- What the task asks
Locate each line with the string "radius" in the listing below and copy it.

- Data under study
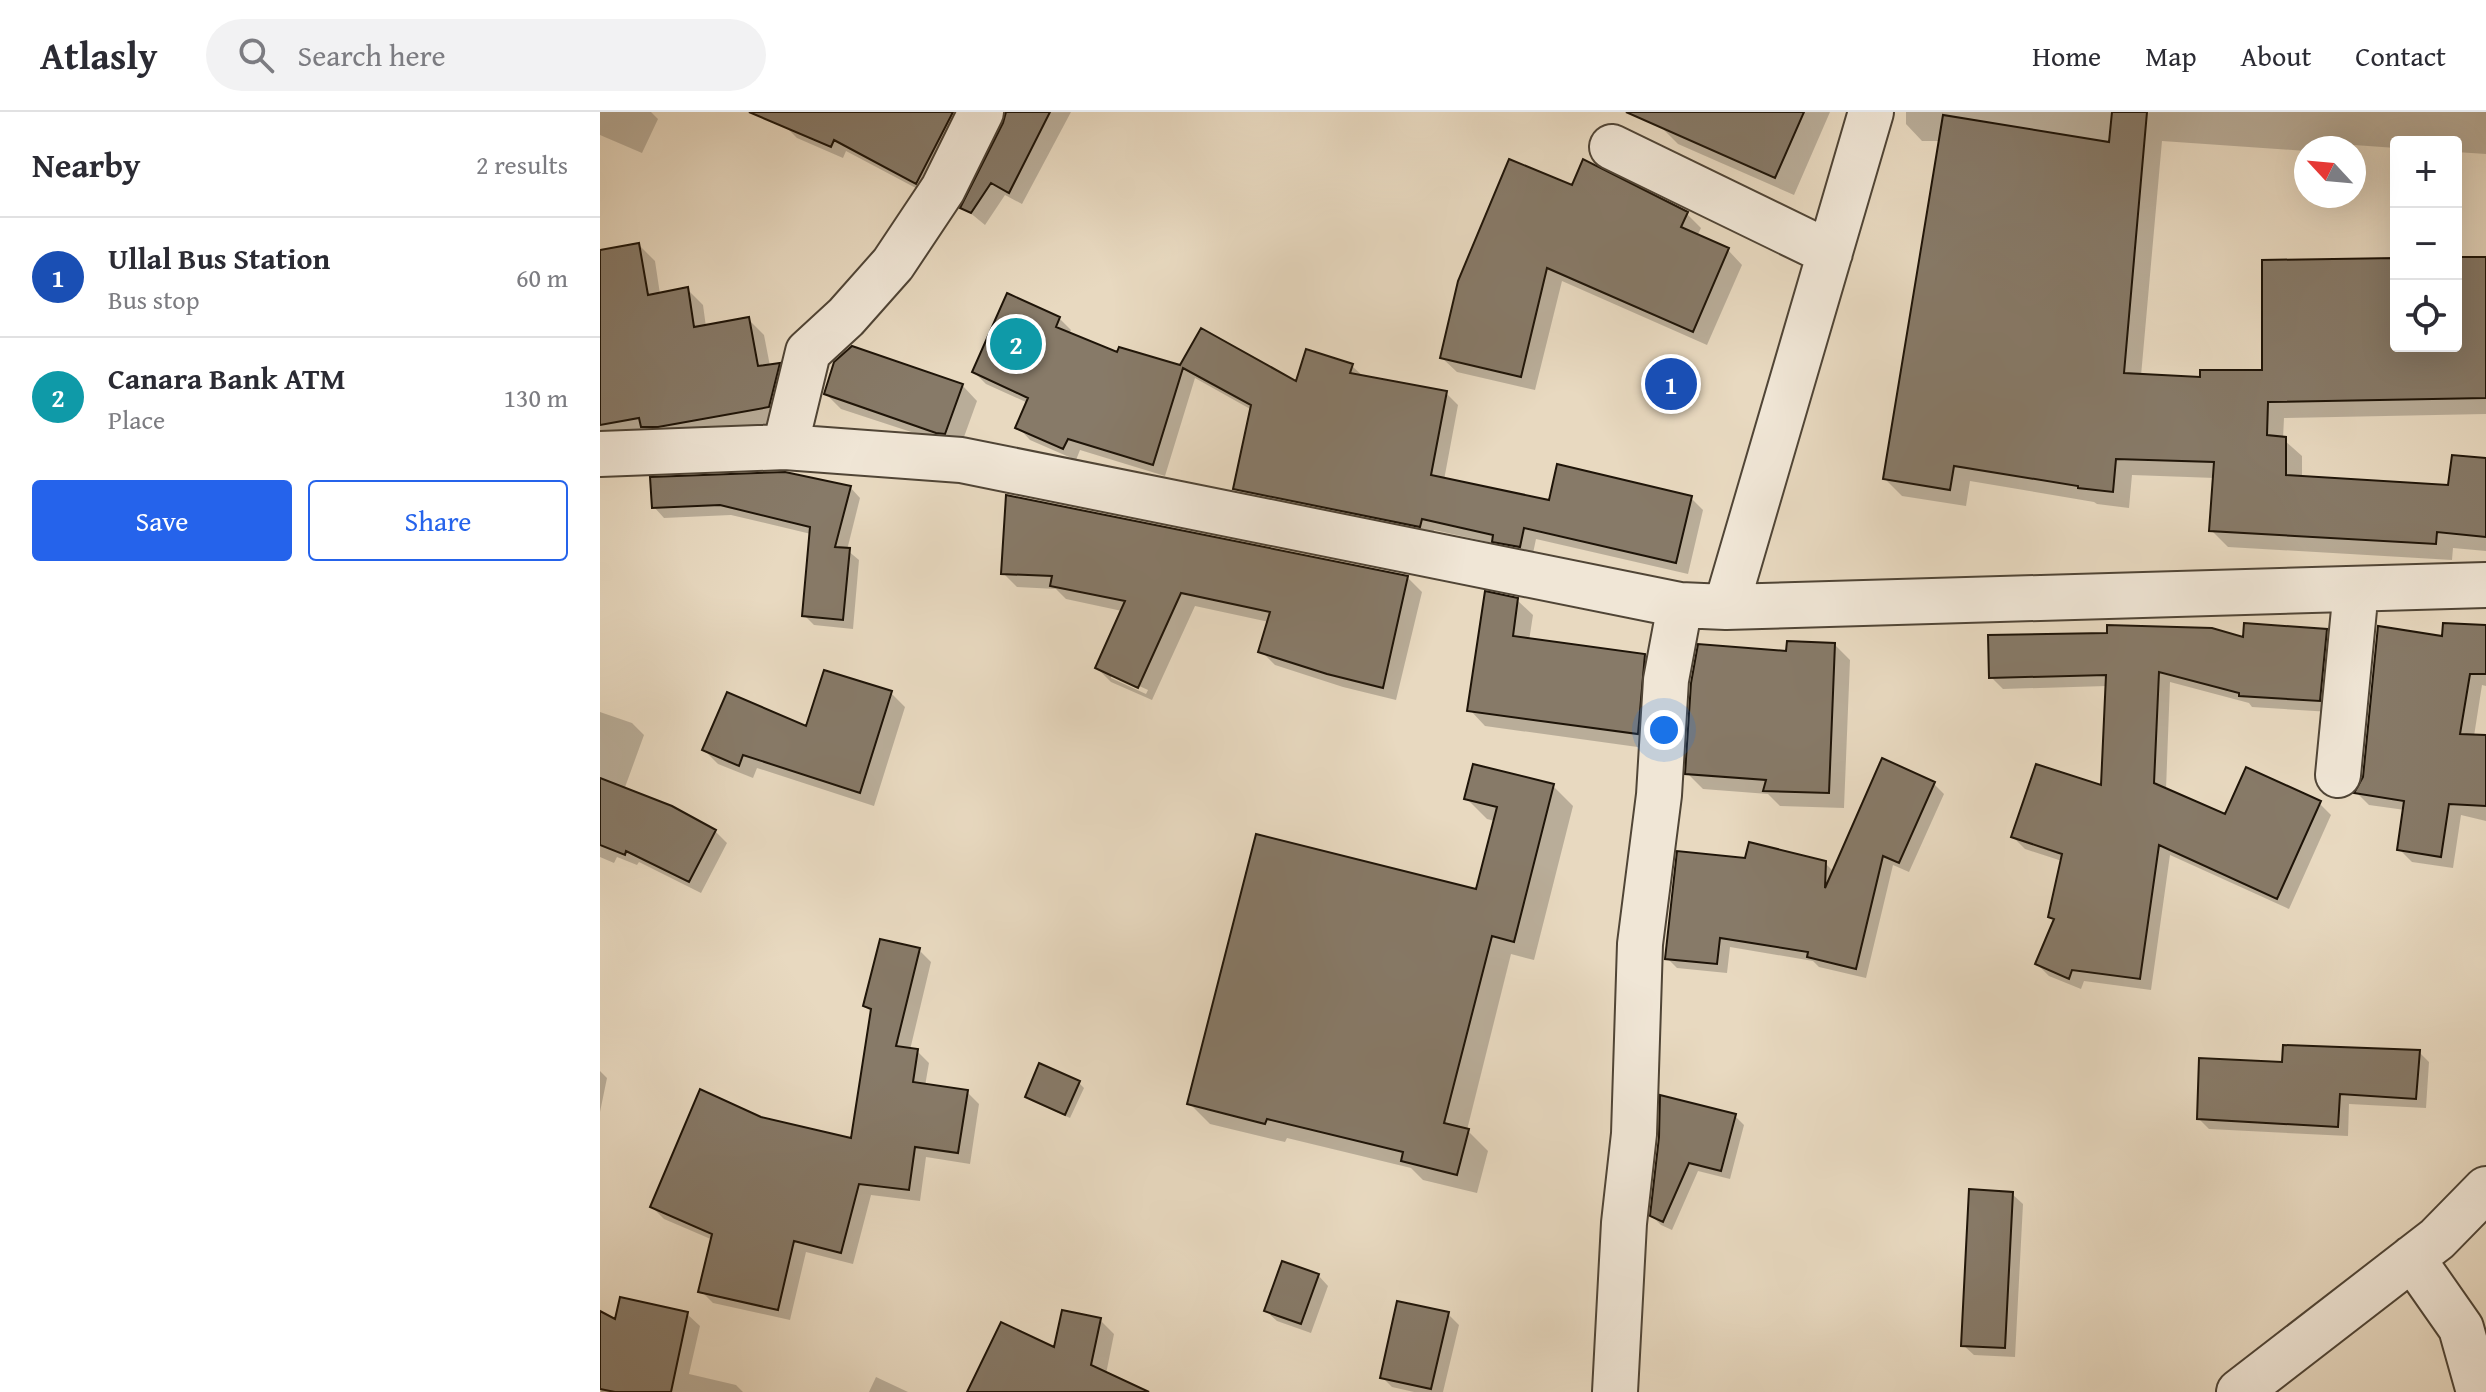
<!DOCTYPE html>
<html lang="en">
<head>
<meta charset="utf-8">
<style>
	:root { --surface:#fff; --page:#f2f2f3; --text:#2b2b33; --muted:#7c7c81; --line:#e1e1e2; --accent:#2563eb }
	body { margin:0; font-family:"Gentium Book Plus",serif; background:var(--page); color:var(--text) }
	.controls { position:absolute; right:24px; top:24px; display:grid; overflow:hidden; border-radius:8px; box-shadow:0 8px 32px #0002 }
	.controls button { width:72px; height:72px; display:grid; place-items:center; padding:0; border:0; border-bottom:2px solid var(--line); background:var(--surface); color:var(--text); font:40px sans-serif }
	.compass { position:absolute; left:1694px; top:24px; width:72px; height:72px; border-radius:50%; background:var(--surface); box-shadow:0 8px 32px #0002; rotate:296deg }
	.you { position:absolute; left:1064px; top:618px; width:28px; height:28px; margin:-20px; border:6px solid #fff; border-radius:50%; background:#1a73e8; box-shadow:0 0 0 12px #1a73e833 }
	.badge { display:grid; place-items:center; width:52px; height:52px; border-radius:50%; background:var(--accent); color:#fff; font-size:26px; font-weight:700 }
	.pin { position:absolute; translate:-50% -50%; border:4px solid #fff; box-shadow:0 2px 8px #0006 }
	.list { margin:0; padding:0; list-style:none }
	h2 { display:flex; justify-content:space-between; align-items:center; height:104px; margin:0; padding:0 32px; font-size:34px }
	h2 small { font-size:26px; font-weight:400; color:var(--muted) }
	.list li { display:grid; grid-template-columns:52px 1fr auto; gap:24px; align-items:center; box-sizing:border-box; height:120px; padding:0 32px; border-top:2px solid var(--line) }
	.list b { display:block; font-size:30px; white-space:nowrap }
	.list p { margin:0; font-size:26px; white-space:nowrap; color:var(--muted) }
	.list em { font-size:26px; font-style:normal; color:var(--muted) }
	.actions { display:flex; gap:16px; padding:24px 32px }
	.actions a { flex:1; padding:18px 0; border:2px solid var(--accent); border-radius:8px; text-align:center; font-size:28px; color:var(--accent) }
	.actions .main { background:var(--accent); color:#fff }
	.icon { flex:none; width:44px; height:44px; fill:none; stroke:currentColor; stroke-width:2; stroke-linecap:round; stroke-linejoin:round }
	.map { position:relative; flex:none; width:1886px; height:1280px; overflow:hidden }
	header { display:flex; align-items:center; gap:48px; box-sizing:border-box; height:112px; padding:0 40px; background:var(--surface); border-bottom:2px solid var(--line) }
	header strong { font-size:38px }
	nav { display:flex; gap:44px; margin-inline-start:auto; font-size:28px }
	.search { width:560px; height:72px; background:var(--page); display:flex; align-items:center; gap:20px; box-sizing:border-box; padding:0 28px; border-radius:44px; color:var(--muted); font-size:30px }
	main { display:flex }
	aside { flex:1; background:var(--surface) }
	.map>svg:first-child { display:block }
	.shadow { fill:#0003; fill-rule:evenodd }
	.building { fill:#877a68; stroke:#1e1408; stroke-width:2 }
	.lines { fill:none; stroke-linecap:round; stroke-linejoin:round }
	.minor-casing { stroke:#504536; stroke-width:48 }
	.minor { stroke:#f0e6d6; stroke-width:44 }
</style>
</head>
<body>
<header>
<strong>Atlasly</strong>
<div class="search"><svg class="icon" aria-label="search" viewBox="0 0 24 24"><circle cx="10" cy="10" r="6"/><path d="M15 15l6 6"/></svg>Search here</div>
<nav><a>Home</a><a>Map</a><a>About</a><a>Contact</a></nav>
</header>
<main>
<aside>
<h2>Nearby<small>2 results</small></h2>
<ul class="list">
<li><span class="badge" style="background:#1a4fb4">1</span><div><b>Ullal Bus Station</b><p>Bus stop</p></div><em>60 m</em></li>
<li><span class="badge" style="background:#0f9aa8">2</span><div><b>Canara Bank ATM</b><p>Place</p></div><em>130 m</em></li>
</ul>
<div class="actions"><a class="main">Save</a><a>Share</a></div>
</aside>
<div class="map">
<svg width="1886" height="1280" viewBox="0 0 1886 1280">
	<rect width="100%" height="100%" fill="#e8d9c0"/>
	<filter id="stains"><feTurbulence type="fractalNoise" baseFrequency=".0025" numOctaves="4"/><feColorMatrix values="0 0 0 0 .2 0 0 0 0 .09 0 0 0 0 .02 0 0 0 .5 -.17"/></filter>
	<radialGradient id="worn" r=".72"><stop offset=".6" stop-color="#630" stop-opacity="0"/><stop offset="1" stop-color="#630" stop-opacity=".3"/></radialGradient>
	<!-- shadow -->
	<path class="shadow" d="M0 0H51L58 7 42 41 0 23Z
		M191 0H371L329 83 246 39 243 46 197 26 185 14Z
		M407 0H471L422 92 405 83 385 113 363 95 406 11Z
		M1034 0H1230L1194 83 1078 32 1059 13Z
		M1306 0H1886V42L1856 40V30H1796V36L1712 30V36H1706V39L1562 29 1541 264 1602 267 1664 260 1796 148V234H1856V147H1886V302L1684 306 1683 327 1702 344V366L1850 375 1886 348V439L1853 436 1852 448 1628 435 1611 418 1615 366 1532 363 1529 396 1497 392 1494 390 1370 369 1366 394 1302 384 1285 367 1341 29H1322L1306 12Z
		M973 75 1086 101 1101 116 1097 124 1128 138 1142 153 1107 233 962 169 935 278 857 260 842 246Z
		M39 133 55 149 60 182 87 177 103 193 106 215 148 207 164 223 170 254 179 253 195 269 184 310 75 330 0 331V140Z
		M459 206 471 218 469 222 518 243 581 256 697 272 752 254 764 265 846 281 858 293 844 368 951 391 1091 386 1103 398 1088 462 936 427 932 446 906 441 897 432 834 418 832 426 648 389 636 377 652 298 595 266 565 364 480 338 476 348 430 328 418 315 428 291 386 272 374 260Z
		M362 273 377 289 360 336 241 297 226 282Z
		M250 375 260 386 247 438 259 448 253 517 214 513 204 503 211 422 131 403 64 406 54 395Z
		M403 461 808 466 822 480 796 588 743 575 675 553 661 539 669 510 595 494 552 588 511 570 497 556 522 499 466 487 456 477 417 475ZM511 561 548 578 546 582 511 566Z
		M917 488 933 503 929 529 1044 544 1060 560 1052 637 885 614 870 598Z
		M1886 515V574L1882 573 1874 624 1886 625V709L1861 703 1853 756 1812 750 1799 737 1805 698 1769 693 1757 681 1844 526Z
		M1726 519 1738 531 1731 600 1652 595 1649 591 1570 570 1566 678 1626 705 1719 691 1731 703 1689 797 1570 743 1551 878 1484 869 1481 877 1449 864 1437 852 1455 810 1450 805 1462 749 1425 737 1413 725 1503 676 1507 574 1403 577 1391 565 1645 527Z
		M1235 533 1250 548 1244 696 1180 694 1168 682 1103 677 1087 661 1188 541Z
		M291 581 305 595 274 694 157 656 153 666 118 652 104 638 207 616Z
		M0 600 32 611 44 623 24 678 115 719 127 731 101 781 39 750 37 753 17 745 14 751 0 745Z
		M1333 671 1344 682 1309 760 1293 753 1266 866 1219 855 1213 849 1130 835 1127 861 1077 856 1067 846 1146 748 1225 751 1234 760Z
		M953 674 973 694 934 848 911 842 867 1018 888 1039 877 1081 823 1068 811 1056 687 1026 685 1030 610 1012 590 992 877 779 895 709 887 707 867 687Z
		M319 838 331 850 310 938 317 939 329 951 325 974 367 980 379 992 370 1052 326 1045 320 1089 271 1083 253 1152 206 1140 190 1208 113 1191 101 1179 113 1128 64 1107 52 1095 160 1007 252 1029 273 901 265 894Z
		M1819 940 1829 950 1826 996 1749 992 1748 1024 1609 1017 1599 1007 1684 952Z
		M0 959 7 966 0 1000Z
		M479 971 484 976 470 1006 432 989 427 984Z
		M1135 1004 1144 1013 1130 1067 1098 1059 1072 1118 1061 1113 1052 1104 1061 1025Z
		M1412 1082 1423 1092 1415 1245 1374 1243 1363 1233Z
		M718 1163 728 1174 711 1221 677 1209 666 1199Z
		M0 1201 17 1210 87 1202 100 1214 89 1262 136 1273 143 1280H1L7 1253 0 1249Z
		M848 1202 859 1213 843 1280H814L792 1275 782 1265Z
		M500 1208 514 1222 506 1262 531 1280H387Z
		M276 1265 308 1280H269Z"/>
	<!-- building -->
	<path class="building" d="M149 0H353L316 72 234 28 231 35Z
		M406 0H450L409 81 391 71 371 101 360 96 403 11Z
		M1026 0H1204L1175 66Z
		M1512 0H1547L1524 261 1600 265V258H1662V148L1796 146V234H1856V145H1886V286L1668 290 1667 323 1686 325V363L1848 373 1852 343 1886 346V425L1837 420 1836 432 1609 419 1614 350 1516 347 1513 380 1478 376V374L1354 354 1350 378 1283 367 1343 3 1509 30Z
		M909 47 972 73 983 47 1088 100 1081 115 1129 136 1093 220 947 156 921 265 840 246 858 169Z
		M39 131 48 183 88 175 94 215 149 205 158 254 180 251 169 295 58 315H41L39 306 0 313V138Z
		M407 181 460 205 456 215 517 240 519 235 580 253 601 216 696 269 706 237 753 252 750 261 847 279 831 363 949 388 957 352 1092 384 1076 451 924 416 920 435 892 430 893 423 822 407 820 415 633 377 651 293 583 256 553 353 468 327 463 337 415 316 428 286 372 260Z
		M252 234 363 272 345 322 336 321 224 282 234 250Z
		M185 360 251 374 235 435 250 436 243 508 202 504 210 415 120 393 52 396 50 365Z
		M406 383 808 464 783 576 727 562 658 540 670 500 581 481 538 576 495 556 525 489 450 474 452 464 401 462Z
		M885 479 918 486 913 524 1045 542 1038 622 867 599Z
		M1644 511 1727 517 1720 589 1639 584V581L1559 560 1554 671 1625 702 1646 655 1721 689 1677 787 1559 733 1540 867 1472 858 1469 867 1435 852 1454 807 1448 805 1462 742 1411 725 1436 652 1501 673 1506 563 1389 566 1388 523 1507 521V513L1612 516 1643 525Z
		M1843 511 1886 513V562H1870L1860 622 1886 623V694L1849 692 1841 745 1797 738 1804 689 1754 681 1763 665 1778 514 1842 524Z
		M1187 529 1235 531 1229 681 1163 679 1166 668 1085 662 1091 571 1098 532 1186 539Z
		M224 558 292 579 260 681 143 643 139 654 102 638 127 580 206 614Z
		M1282 646 1335 670 1299 751 1283 744 1256 857 1207 845 1208 840 1120 826 1117 852 1065 847 1077 739 1145 746 1149 730 1226 749 1225 776Z
		M873 652 954 672 914 830 892 824 844 1011 869 1017 857 1063 801 1049 803 1040 667 1007 665 1012 587 992 656 722 876 777 897 695 864 687Z
		M0 666 72 694 116 718 89 770 26 739 25 743 0 733Z
		M280 827 320 836 296 934 318 937 313 970 368 978 358 1041 315 1035 309 1078 259 1072 241 1141 194 1129 178 1198 98 1180 112 1122 50 1095 100 977 161 1005 251 1026 271 897 263 894Z
		M1683 933 1820 938 1816 987 1740 982 1738 1015 1597 1007 1599 946 1682 950Z
		M439 951 480 969 465 1003 425 985Z
		M1060 983 1136 1002 1121 1059 1089 1051 1063 1110 1050 1104 1059 1025Z
		M1369 1077 1413 1080 1405 1236 1361 1234Z
		M682 1149 719 1162 701 1212 664 1199Z
		M20 1185 88 1200 71 1280H15L0 1277V1199L15 1207Z
		M797 1189 849 1200 831 1277 780 1266Z
		M462 1198 501 1206 491 1253 549 1280H367L401 1210 454 1235Z"/>
	<g class="lines">
		<defs>
			<path id="minor" d="M1012 35 1230 141
				M185 335 208 240 246 205 293 152 343 77 381 0
				M0 342 185 335 361 348 1080 493 1126 495 1886 473
				M1126 495 1271 0
				M1738 663 1756 477
				M1812 1146 1861 1216 1879 1280
				M1015 1280 1024 1111 1034 1022 1040 832 1059 683 1066 568 1080 493
				M1639 1280 1837 1127 1886 1077"/>
		</defs>
		<!-- minor casing -->
		<use href="#minor" class="minor-casing"/>
		<!-- minor -->
		<use href="#minor" class="minor"/>
	</g>
	<rect width="100%" height="100%" filter="url(#stains)"/>
	<rect width="100%" height="100%" fill="url(#worn)"/>
</svg>
<div class="controls">
<button>+</button>
<button>−</button>
<button><svg class="icon" aria-label="locate" viewBox="0 0 24 24"><circle cx="12" cy="12" r="6"/><path d="M12 2v4M12 18v4M2 12h4M18 12h4"/></svg></button>
</div>
<svg class="compass" viewBox="-18 -18 36 36"><path d="M0-13l5 13h-10z" fill="#e53935"/><path d="M0 13l5-13h-10z" fill="#7c7c81"/></svg>
<div class="you"></div>
<div class="pin badge" style="left:1071px;top:272px;background:#1a4fb4">1</div>
<div class="pin badge" style="left:416px;top:232px;background:#0f9aa8">2</div>
</div>
</main>
</body>
</html>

- Solution below
	.controls { position:absolute; right:24px; top:24px; display:grid; overflow:hidden; border-radius:8px; box-shadow:0 8px 32px #0002 }
	.compass { position:absolute; left:1694px; top:24px; width:72px; height:72px; border-radius:50%; background:var(--surface); box-shadow:0 8px 32px #0002; rotate:296deg }
	.you { position:absolute; left:1064px; top:618px; width:28px; height:28px; margin:-20px; border:6px solid #fff; border-radius:50%; background:#1a73e8; box-shadow:0 0 0 12px #1a73e833 }
	.badge { display:grid; place-items:center; width:52px; height:52px; border-radius:50%; background:var(--accent); color:#fff; font-size:26px; font-weight:700 }
	.actions a { flex:1; padding:18px 0; border:2px solid var(--accent); border-radius:8px; text-align:center; font-size:28px; color:var(--accent) }
	.search { width:560px; height:72px; background:var(--page); display:flex; align-items:center; gap:20px; box-sizing:border-box; padding:0 28px; border-radius:44px; color:var(--muted); font-size:30px }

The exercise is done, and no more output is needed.